RECORDS SUPPLIED: Begin

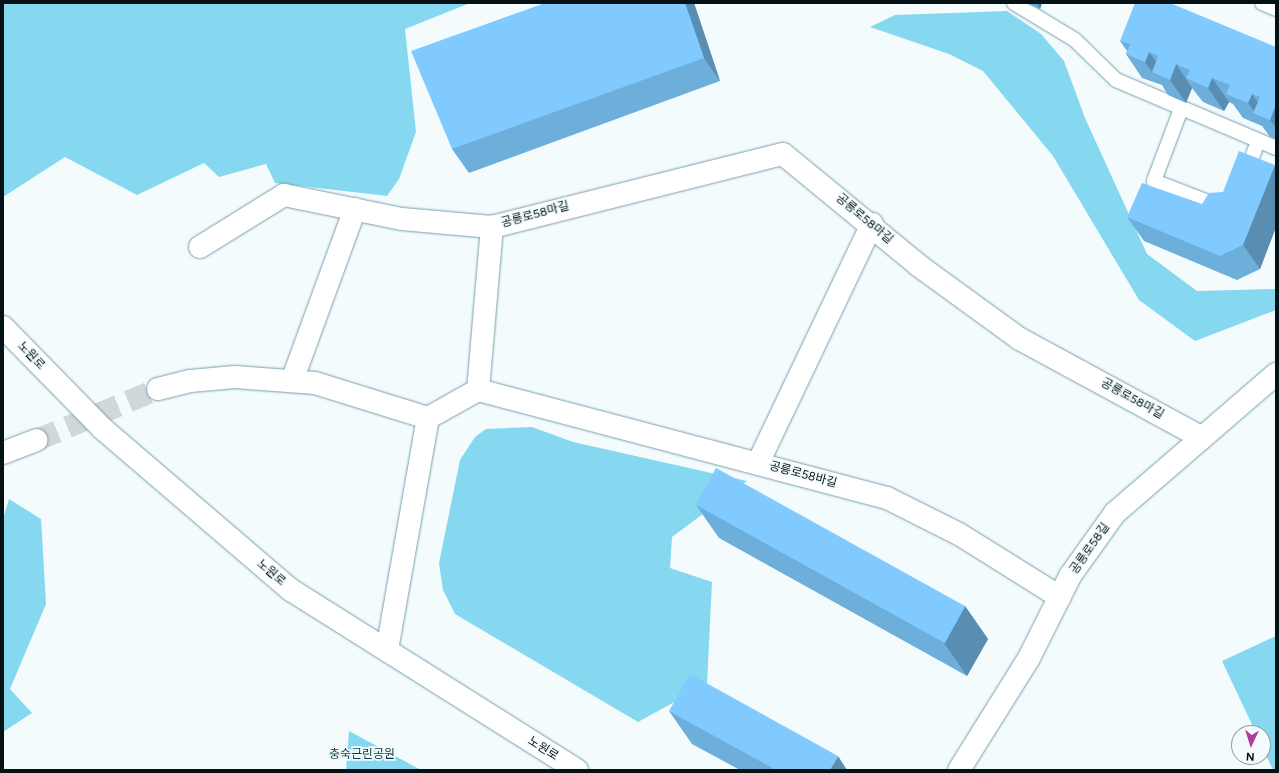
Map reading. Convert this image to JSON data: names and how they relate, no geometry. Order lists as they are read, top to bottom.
{
  "streets": {
    "street": [
      "공릉로58마길",
      "노원로",
      "공릉로58바길",
      "공릉로58길"
    ]
  },
  "crossings": [
    ["공릉로58마길", "공릉로58바길"],
    ["공릉로58마길", "공릉로58길"],
    ["공릉로58바길", "공릉로58길"]
  ],
  "parks": ["충숙근린공원"],
  "north": "bottom"
}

RECORDS SUPPLIED: End

- THE TASK -
Exact wording is required throughout: write out all the records, but no pictures.

- THE COMPLETED TASK -
Map reading. Convert this image to JSON data: names and how they relate, no geometry. Order lists as they are read, top to bottom.
{
  "streets": {
    "street": [
      "공릉로58마길",
      "노원로",
      "공릉로58바길",
      "공릉로58길"
    ]
  },
  "crossings": [
    ["공릉로58마길", "공릉로58바길"],
    ["공릉로58마길", "공릉로58길"],
    ["공릉로58바길", "공릉로58길"]
  ],
  "parks": ["충숙근린공원"],
  "north": "bottom"
}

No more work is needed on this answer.